Slide 8: Advanced Data Visualization with Seaborn

Seaborn extends matplotlib's capabilities with statistical visualizations and enhanced aesthetics. This implementation demonstrates complex multi-plot visualizations and statistical representations of data distributions.

import seaborn as sns
import matplotlib.pyplot as plt
import pandas as pd
import numpy as np

# Create sample dataset
np.random.seed(42)
data = pd.DataFrame({
    'group': np.repeat(['A', 'B', 'C'], 100),
    'value1': np.random.normal(0, 1, 300),
    'value2': np.random.normal(2, 1.5, 300),
    'category': np.random.choice(['X', 'Y', 'Z'], 300)
})

# Create complex visualization
fig = plt.figure(figsize=(15, 10))
gs = fig.add_gridspec(2, 2)

# Violin plot
ax1 = fig.add_subplot(gs[0, 0])
sns.violinplot(data=data, x='group', y='value1', ax=ax1)
ax1.set_title('Distribution by Group')

# Joint plot in custom position
ax2 = fig.add_subplot(gs[0, 1])
sns.scatterplot(data=data, x='value1', y='value2', 
                hue='category', ax=ax2)
ax2.set_title('Value Relationships')

# Box plot
ax3 = fig.add_subplot(gs[1, :])
sns.boxplot(data=data, x='group', y='value2', hue='category')
ax3.set_title('Category Distributions')

plt.tight_layout()
print("Visualization created successfully")

Slide 9: Natural Language Understanding with Transformers

This implementation showcases the use of Hugging Face's transformers library for advanced NLP tasks, demonstrating how to perform sentiment analysis, text classification, and token classification using pre-trained models.

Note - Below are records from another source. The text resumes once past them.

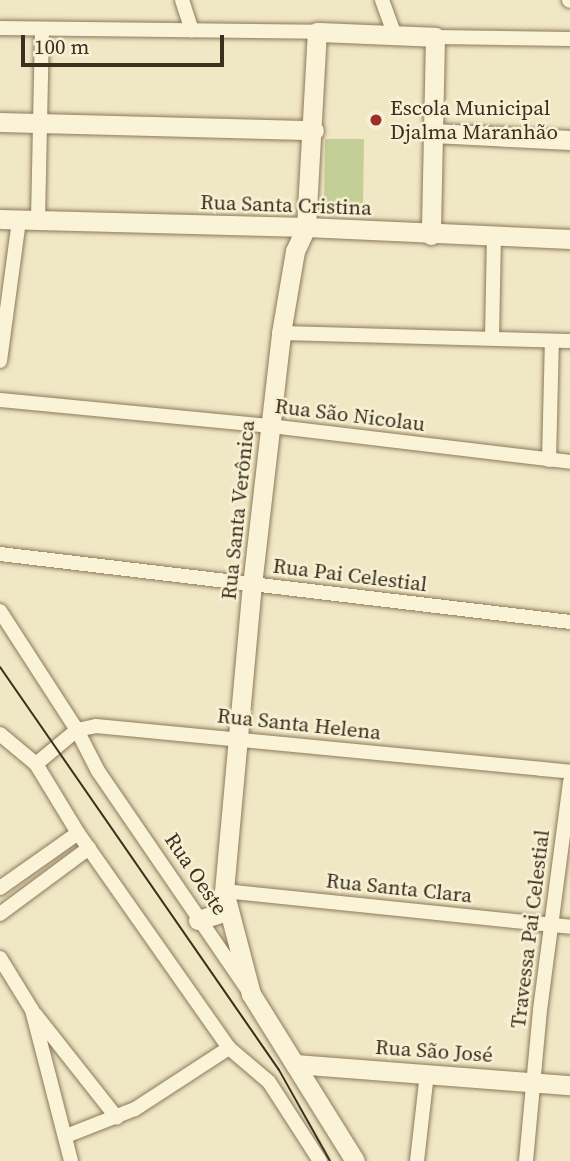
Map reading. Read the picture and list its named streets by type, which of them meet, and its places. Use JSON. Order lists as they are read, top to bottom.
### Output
{
  "streets": {
    "main road": [
      "Rua Santa Cristina",
      "Rua Santa Verônica",
      "Rua Oeste",
      "Rua São José"
    ],
    "street": [
      "Rua São Nicolau",
      "Rua Pai Celestial",
      "Rua Santa Helena",
      "Rua Santa Clara",
      "Travessa Pai Celestial"
    ]
  },
  "crossings": [
    ["Rua Santa Cristina", "Rua Santa Verônica"],
    ["Rua São Nicolau", "Rua Santa Verônica"],
    ["Rua Santa Verônica", "Rua Pai Celestial"],
    ["Rua Santa Verônica", "Rua Santa Helena"],
    ["Rua Santa Verônica", "Rua Oeste"],
    ["Rua Santa Verônica", "Rua Santa Clara"],
    ["Rua Santa Helena", "Rua Oeste"],
    ["Rua Oeste", "Rua São José"],
    ["Rua Santa Clara", "Travessa Pai Celestial"],
    ["Travessa Pai Celestial", "Rua São José"]
  ],
  "places": ["Escola Municipal Djalma Maranhão"],
  "scale_bar": "100 m"
}
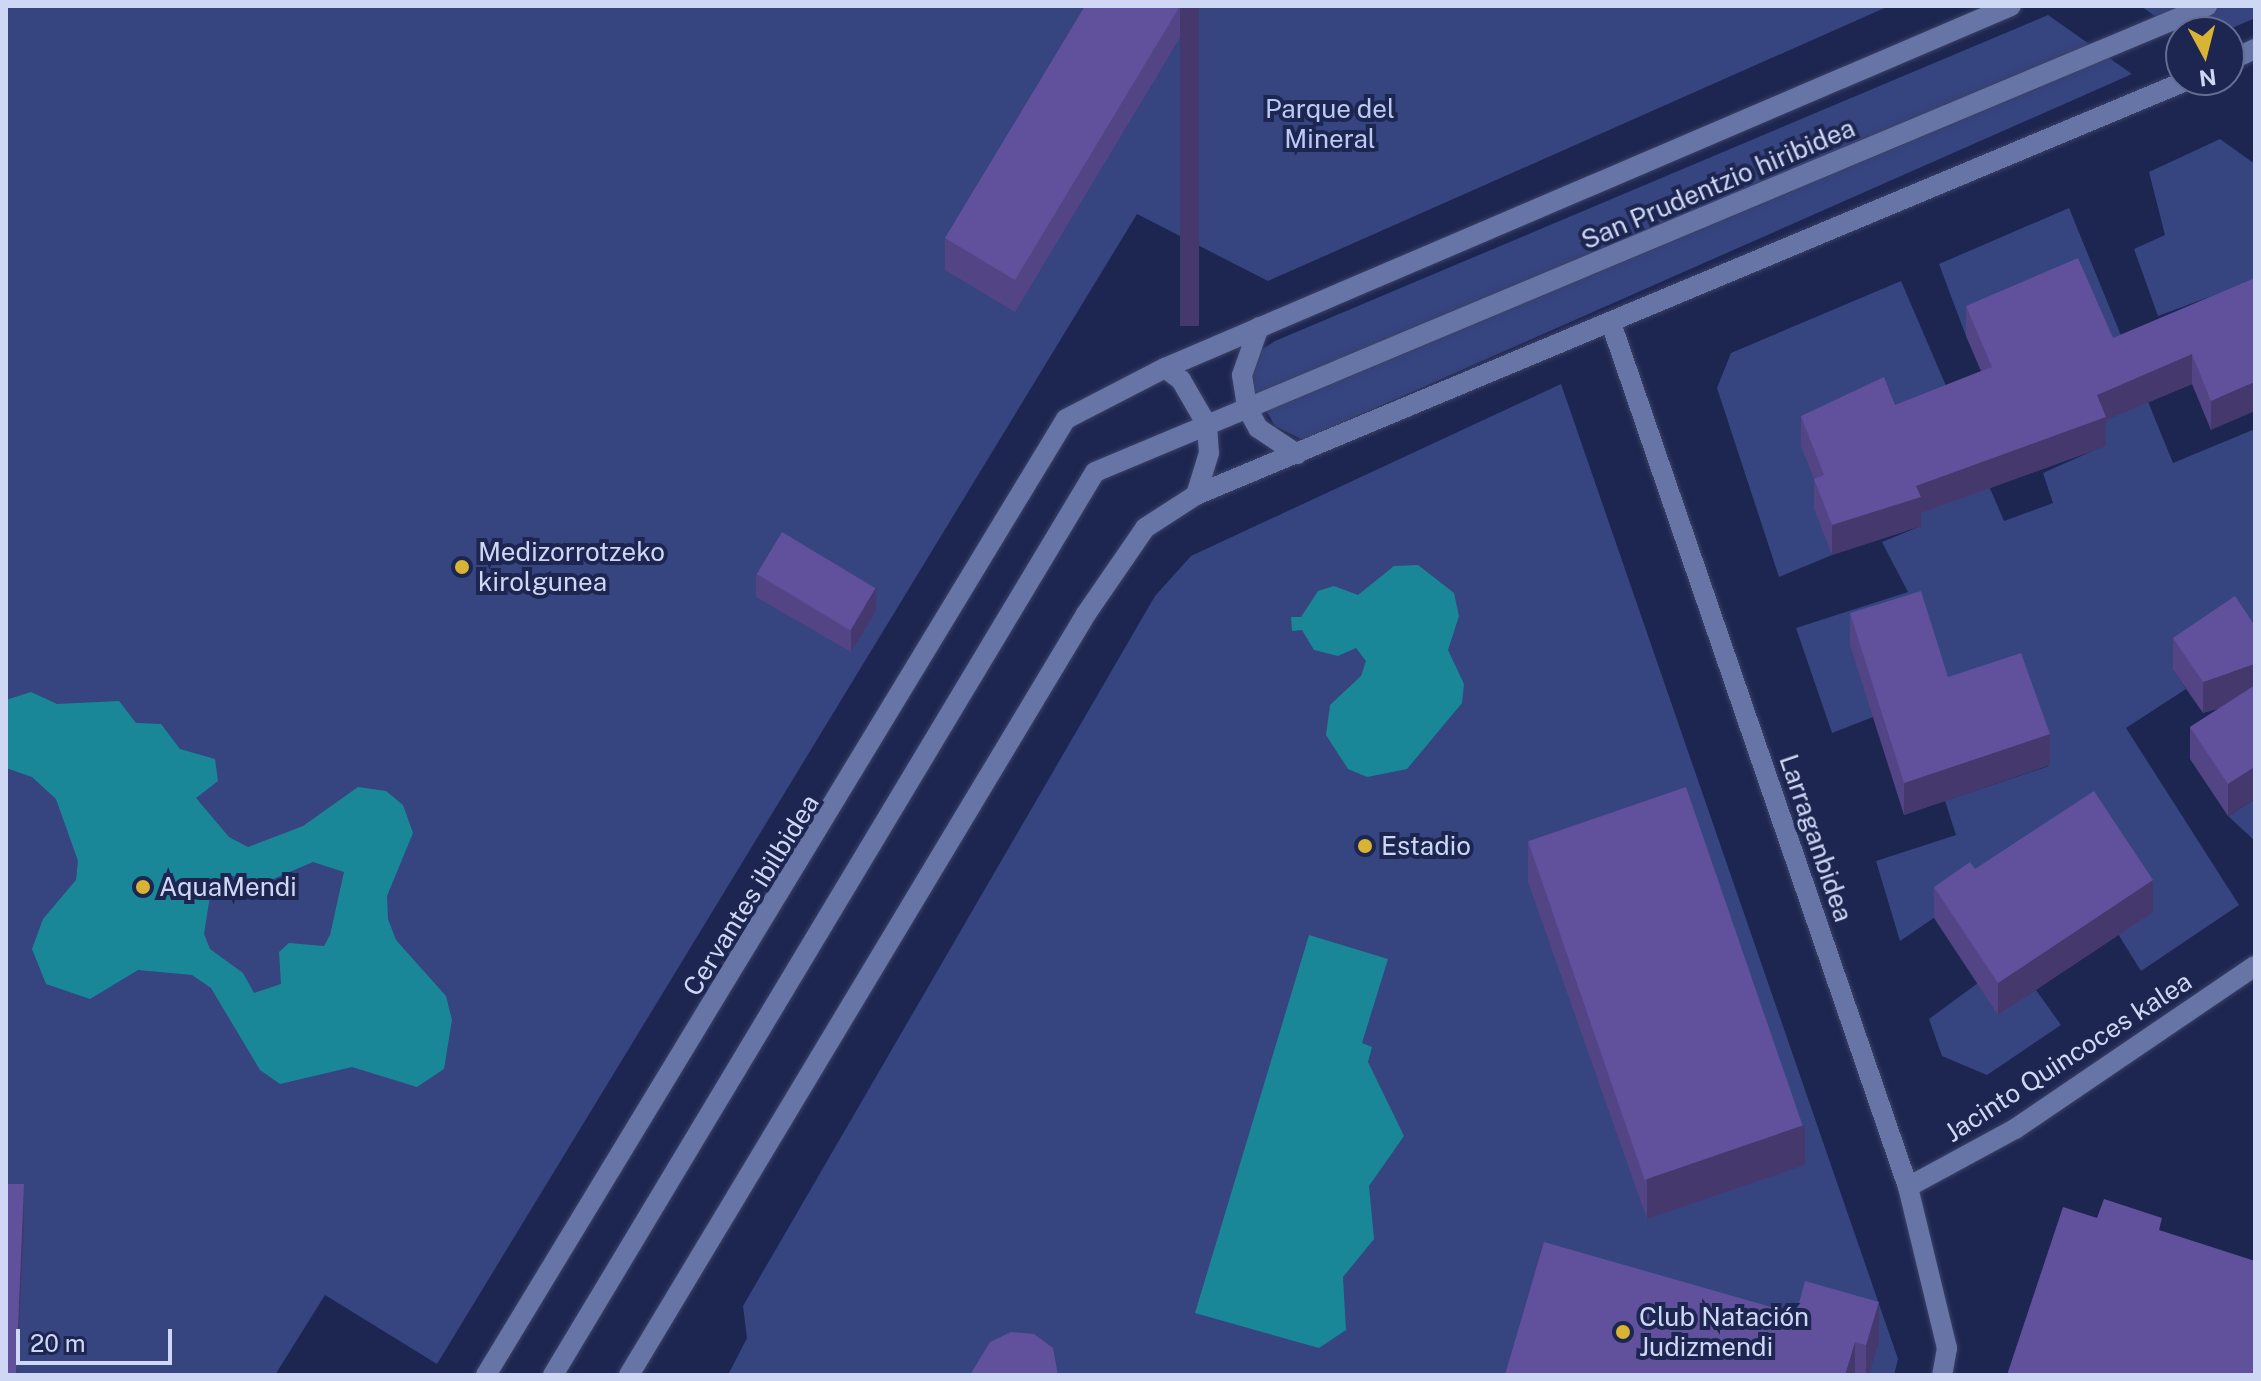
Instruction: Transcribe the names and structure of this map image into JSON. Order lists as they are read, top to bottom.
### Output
{
  "streets": {
    "street": [
      "San Prudentzio hiribidea",
      "Larraganbidea",
      "Cervantes ibilbidea",
      "Jacinto Quincoces kalea"
    ]
  },
  "crossings": [
    ["San Prudentzio hiribidea", "Cervantes ibilbidea"],
    ["Larraganbidea", "Jacinto Quincoces kalea"]
  ],
  "parks": ["Parque del Mineral"],
  "places": [
    "Medizorrotzeko kirolgunea",
    "Estadio",
    "AquaMendi",
    "Club Natación Judizmendi"
  ],
  "scale_bar": "20 m",
  "north": "bottom"
}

from transformers import pipeline, AutoTokenizer, AutoModelForSequenceClassification
import torch

class TextAnalyzer:
    def __init__(self):
        # Initialize sentiment analysis pipeline
        self.sentiment_analyzer = pipeline(
            "sentiment-analysis",
            model="distilbert-base-uncased-finetuned-sst-2-english"
        )
        
        # Initialize named entity recognition
        self.ner_pipeline = pipeline(
            "ner",
            aggregation_strategy="simple"
        )
    
    def analyze_text(self, text):
        # Get sentiment
        sentiment = self.sentiment_analyzer(text)[0]
        
        # Get named entities
        entities = self.ner_pipeline(text)
        
        return {
            'sentiment': {
                'label': sentiment['label'],
                'score': round(sentiment['score'], 3)
            },
            'entities': [
                {
                    'word': ent['word'],
                    'entity_type': ent['entity_group'],
                    'score': round(ent['score'], 3)
                } for ent in entities
            ]
        }

# Example usage
analyzer = TextAnalyzer()
text = "Amazon CEO Jeff Bezos announced new climate initiatives yesterday."
results = analyzer.analyze_text(text)
print("Analysis Results:", results)

Slide 10: Advanced Time Series Forecasting with SARIMA

Implementing Seasonal ARIMA models for complex time series analysis, including automatic parameter selection, residual analysis, and forecast generation with confidence intervals.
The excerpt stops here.